Macau - Aprendentes de língua portuguesa não pararam de subir na última década

Na última década, o número de alunos a aprender português na RAEM, quer do ensino não superior quer do superior, registou uma tendência de aumento contínuo. Segundo a DSEDJ, mais de 11.500 estudantes do ensino não superior aprendiam a língua de Camões em 2023/2024, enquanto em instituições de ensino superior os cursos relacionados com português ou leccionados nesta língua atraíam mais de 1500. Por outro lado, dados da DSEC mostram que, entre 2011 e 2021, num contexto em que a população local subiu 16,63%, o número de residentes que dominavam o português aumentou quase 20,7% para cerca de 15 mil


No ano lectivo 2023/2024, mais de 11.500 alunos de ensino não superior participaram em programas de Língua Portuguesa, em cursos abertos por escolas através de currículo regular, actividades extracurriculares ou complementares, de acordo com a Direcção dos Serviços de Educação e de Desenvolvimento da Juventude (DSEDJ).
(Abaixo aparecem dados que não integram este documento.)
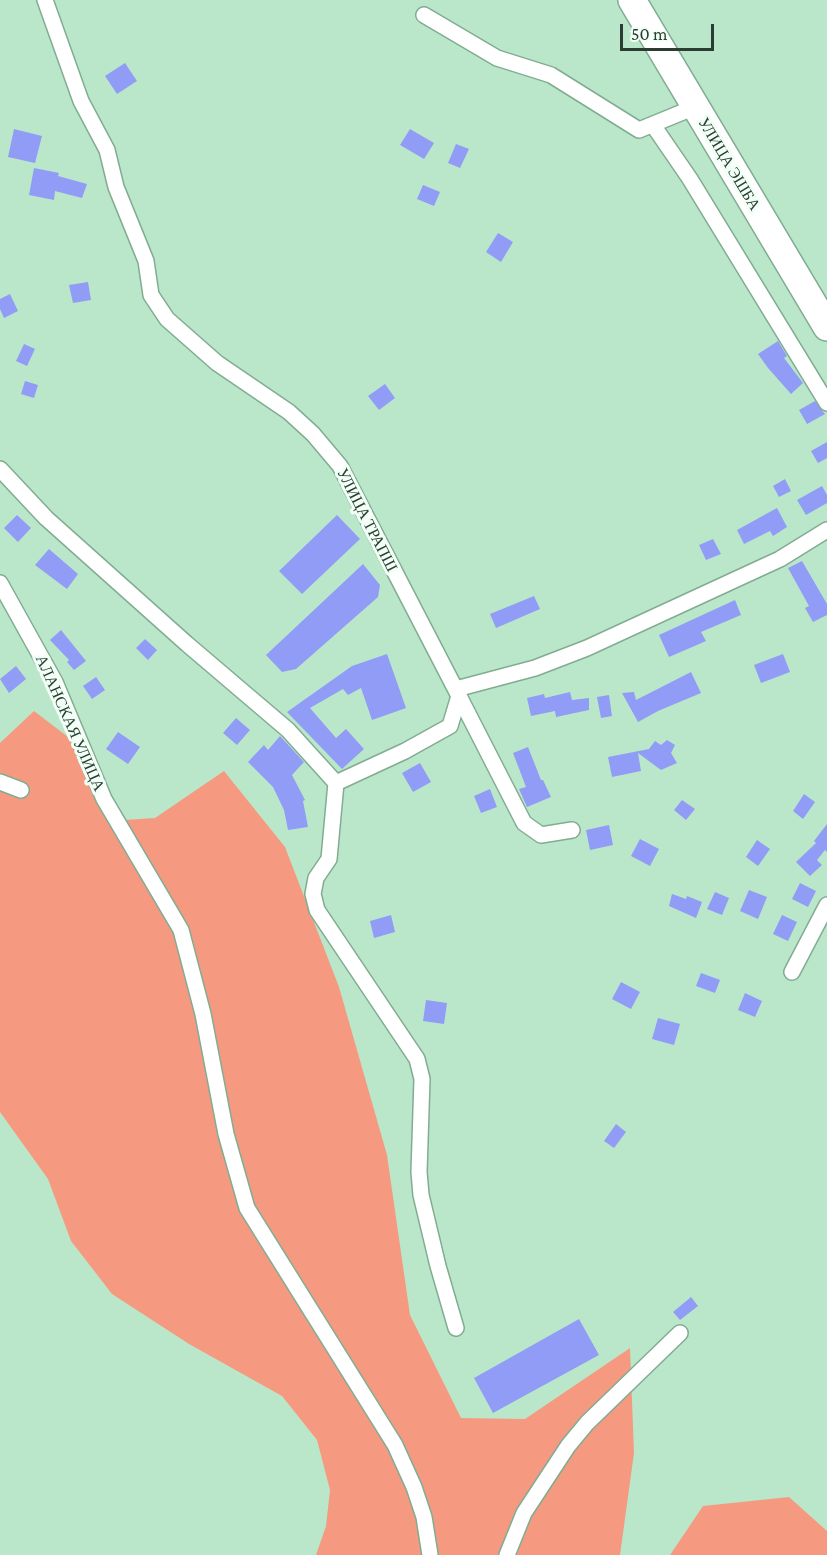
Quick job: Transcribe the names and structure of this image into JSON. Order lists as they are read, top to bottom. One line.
{"streets":{"highway":["УЛИЦА ЭШБА"],"street":["УЛИЦА ТРАПШ","АЛАНСКАЯ УЛИЦА"]},"scale_bar":"50 m"}
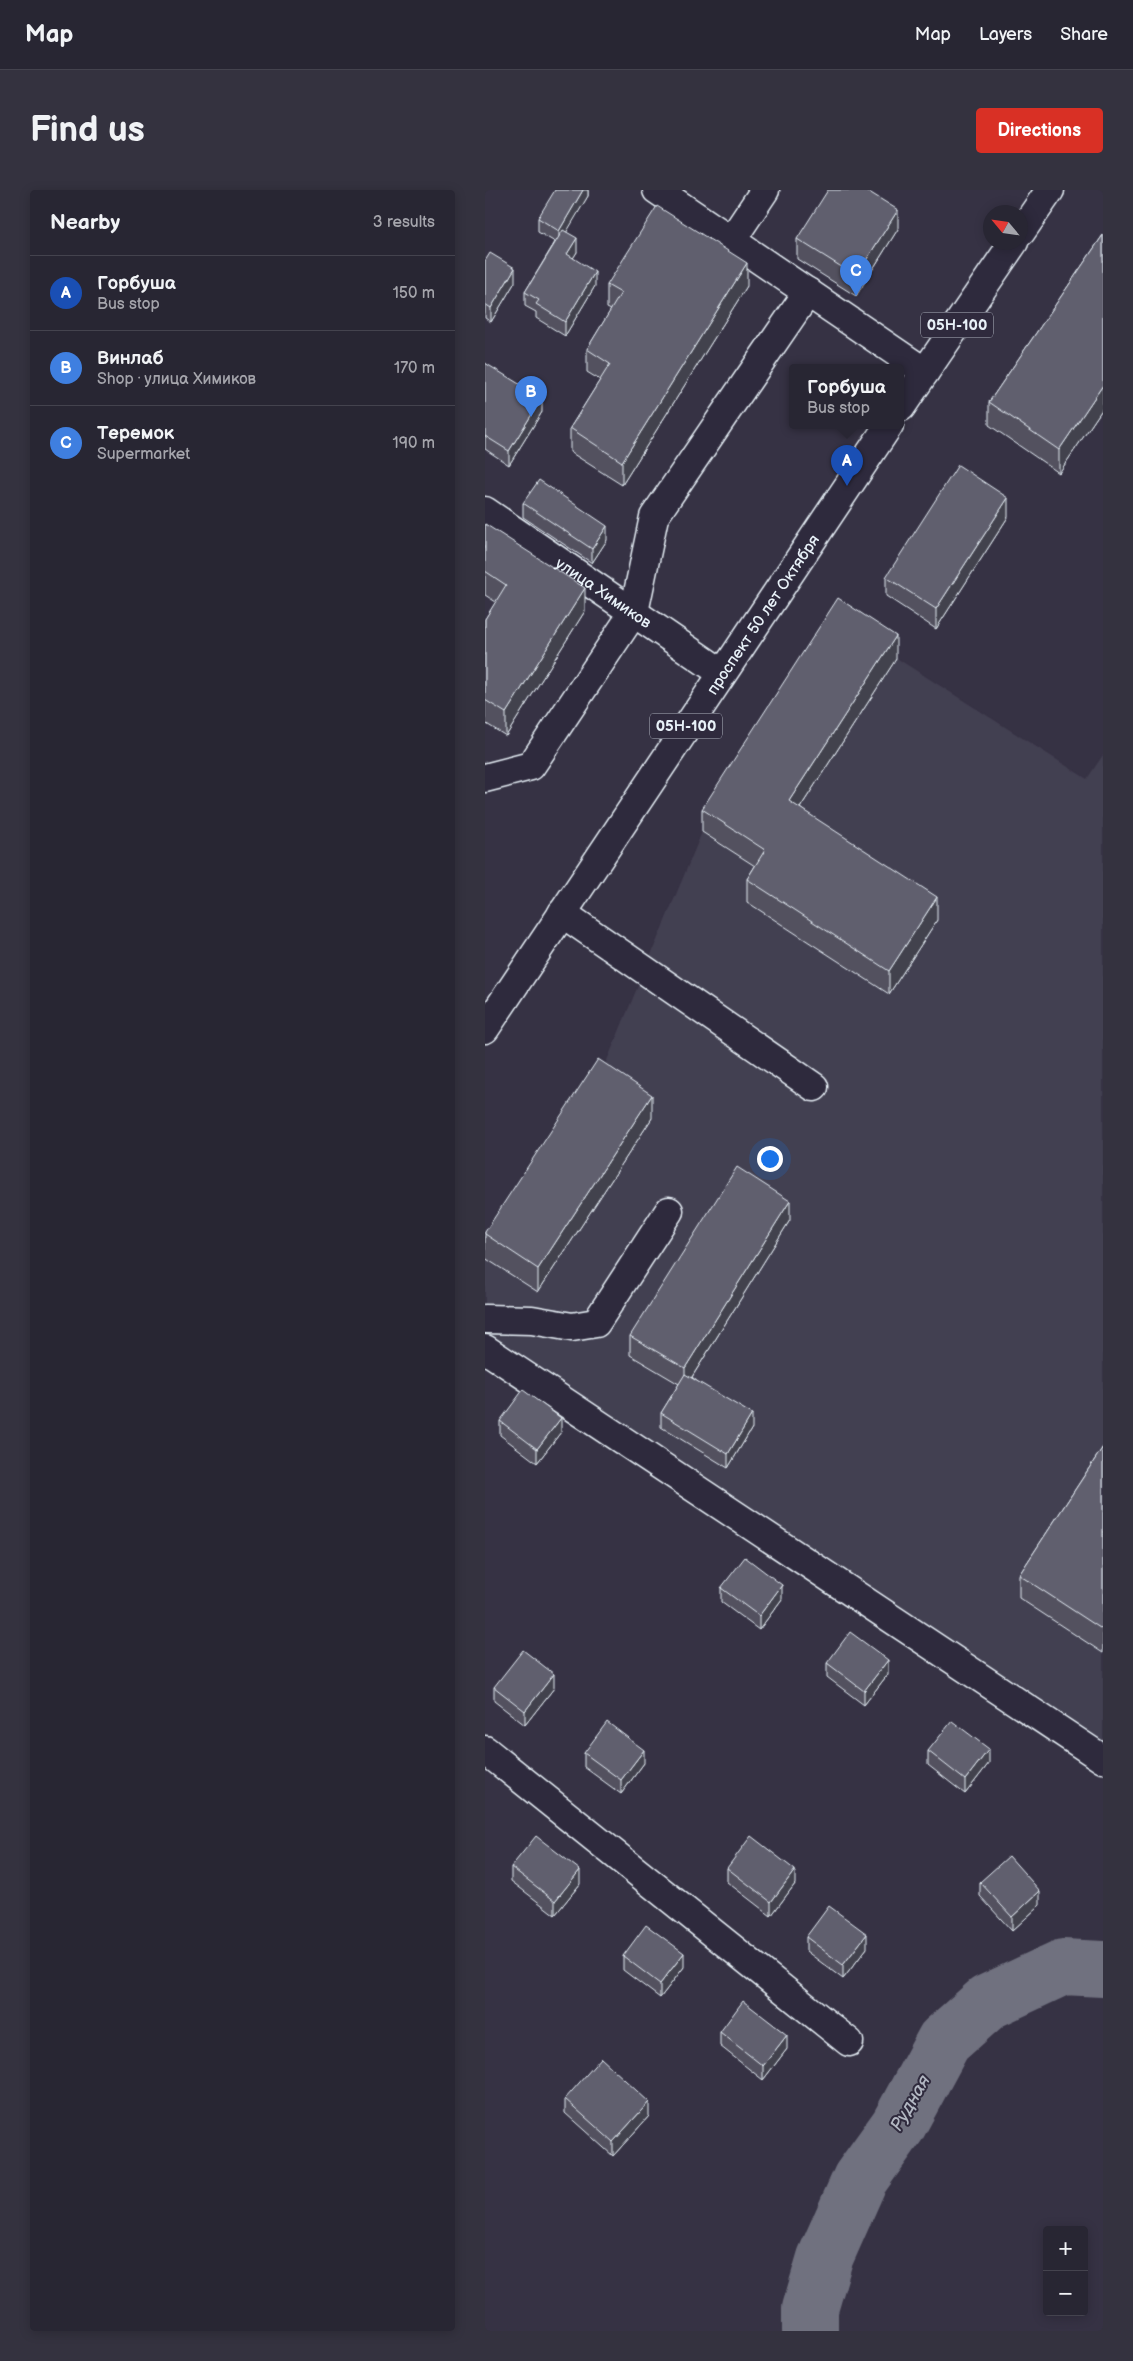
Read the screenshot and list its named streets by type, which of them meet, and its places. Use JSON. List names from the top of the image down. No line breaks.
{"streets":{"main road":["05Н-100","улица Химиков","проспект 50 лет Октября"]},"crossings":[["улица Химиков","проспект 50 лет Октября"]],"water":["Рудная"],"north":"top left","page":{"header":"Map","nav":["Map","Layers","Share"],"buttons":"Directions","title":"Find us","heading":["Nearby","3 results"],"list":[{"mark":"A","name":"Горбуша","note":"Bus stop","value":"150 m"},{"mark":"B","name":"Винлаб","note":"Shop · улица Химиков","value":"170 m"},{"mark":"C","name":"Теремок","note":"Supermarket","value":"190 m"}],"pins":["C","B","A"],"popup":["Горбуша","Bus stop"],"map_buttons":["+","−"]}}
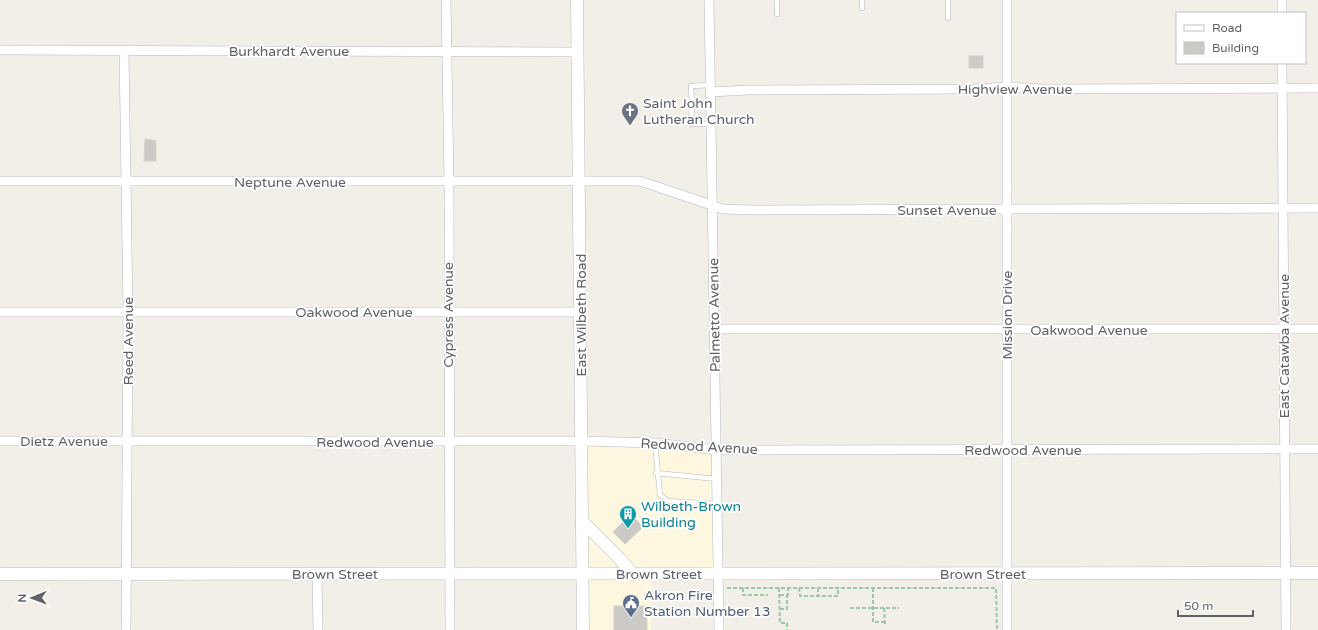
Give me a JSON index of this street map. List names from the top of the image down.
{
  "streets": {
    "main road": ["East Wilbeth Road", "Brown Street"],
    "street": [
      "Burkhardt Avenue",
      "Highview Avenue",
      "Neptune Avenue",
      "Sunset Avenue",
      "Oakwood Avenue",
      "Cypress Avenue",
      "Palmetto Avenue",
      "Mission Drive",
      "Reed Avenue",
      "East Catawba Avenue",
      "Dietz Avenue",
      "Redwood Avenue"
    ]
  },
  "crossings": [
    ["Burkhardt Avenue", "Cypress Avenue"],
    ["Burkhardt Avenue", "East Wilbeth Road"],
    ["Burkhardt Avenue", "Reed Avenue"],
    ["Highview Avenue", "Palmetto Avenue"],
    ["Highview Avenue", "Mission Drive"],
    ["Highview Avenue", "East Catawba Avenue"],
    ["Neptune Avenue", "Sunset Avenue"],
    ["Neptune Avenue", "Cypress Avenue"],
    ["Neptune Avenue", "East Wilbeth Road"],
    ["Neptune Avenue", "Reed Avenue"],
    ["Sunset Avenue", "East Wilbeth Road"],
    ["Sunset Avenue", "Palmetto Avenue"],
    ["Sunset Avenue", "Mission Drive"],
    ["Sunset Avenue", "East Catawba Avenue"],
    ["Oakwood Avenue", "Cypress Avenue"],
    ["Oakwood Avenue", "East Wilbeth Road"],
    ["Oakwood Avenue", "Palmetto Avenue"],
    ["Oakwood Avenue", "Mission Drive"],
    ["Oakwood Avenue", "Reed Avenue"],
    ["Oakwood Avenue", "East Catawba Avenue"],
    ["Cypress Avenue", "Redwood Avenue"],
    ["Cypress Avenue", "Brown Street"],
    ["East Wilbeth Road", "Redwood Avenue"],
    ["East Wilbeth Road", "Brown Street"],
    ["Palmetto Avenue", "Redwood Avenue"],
    ["Palmetto Avenue", "Brown Street"],
    ["Mission Drive", "Redwood Avenue"],
    ["Mission Drive", "Brown Street"],
    ["Reed Avenue", "Dietz Avenue"],
    ["Reed Avenue", "Redwood Avenue"],
    ["Reed Avenue", "Brown Street"],
    ["East Catawba Avenue", "Redwood Avenue"],
    ["East Catawba Avenue", "Brown Street"],
    ["Dietz Avenue", "Redwood Avenue"]
  ],
  "places": {
    "church": ["Saint John Lutheran Church"],
    "building": ["Wilbeth-Brown Building"],
    "public building": ["Akron Fire Station Number 13"]
  },
  "legend": ["Road", "Building"],
  "scale_bar": "50 m",
  "north": "left"
}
Em resposta ao Jornal Tribuna de Macau, o organismo sublinhou que o volume de alunos aprendentes de português reflectiu uma tendência de aumento ao longo da última década.

Entre esses aprendentes, cerca de 3000 matriculados em oito escolas começaram a estudar, desde a infância, num ambiente em que a língua veicular de ensino era o português.

No domínio do ensino superior, a DSEDJ frisa que, nos últimos anos, o número de instituições de ensino superior de Macau que abrem cursos relacionados com a língua portuguesa ou leccionados principalmente em português também tem vindo a “subir de forma constante”, bem como a oferta dos respectivos programas e o volume de alunos, em geral.

Segundo o organismo, no ano lectivo 2014/2015, quatro instituições de ensino superior de Macau disponibilizavam mais de 10 cursos ligados à Língua de Camões, que, na altura, contavam com cerca de 700 alunos. O cenário evidenciou-se no ano lectivo 2023/2024, pelo facto de cinco instituições de ensino superior terem lançado mais de 20 cursos do género (mais 50%), que atraíram mais de 1500 alunos (mais 114,28%), com os residentes da RAEM a representarem cerca de metade. Ao mesmo tempo, os alunos de licenciatura correspondiam a 50% do total.

Por outro lado, a DSEDJ destacou que o seu Centro de Difusão de Línguas e o Programa de Desenvolvimento e Aperfeiçoamento Contínuo constituem outras oportunidades para os residentes interessados aprenderem português. O Centro de Difusão de Línguas, que disponibiliza regularmente cursos no sentido de permitir que os residentes conheçam e dominem a língua e a cultura portuguesas básicas, já acolheu mais de 110 turmas, com as vagas a superarem 2700 no total. Recordando que os residentes se podem inscrever consoante o seu interesse e capacidade, a DSEDJ assegurou que esses cursos foram bem-recebidos pelo público e geraram forte adesão.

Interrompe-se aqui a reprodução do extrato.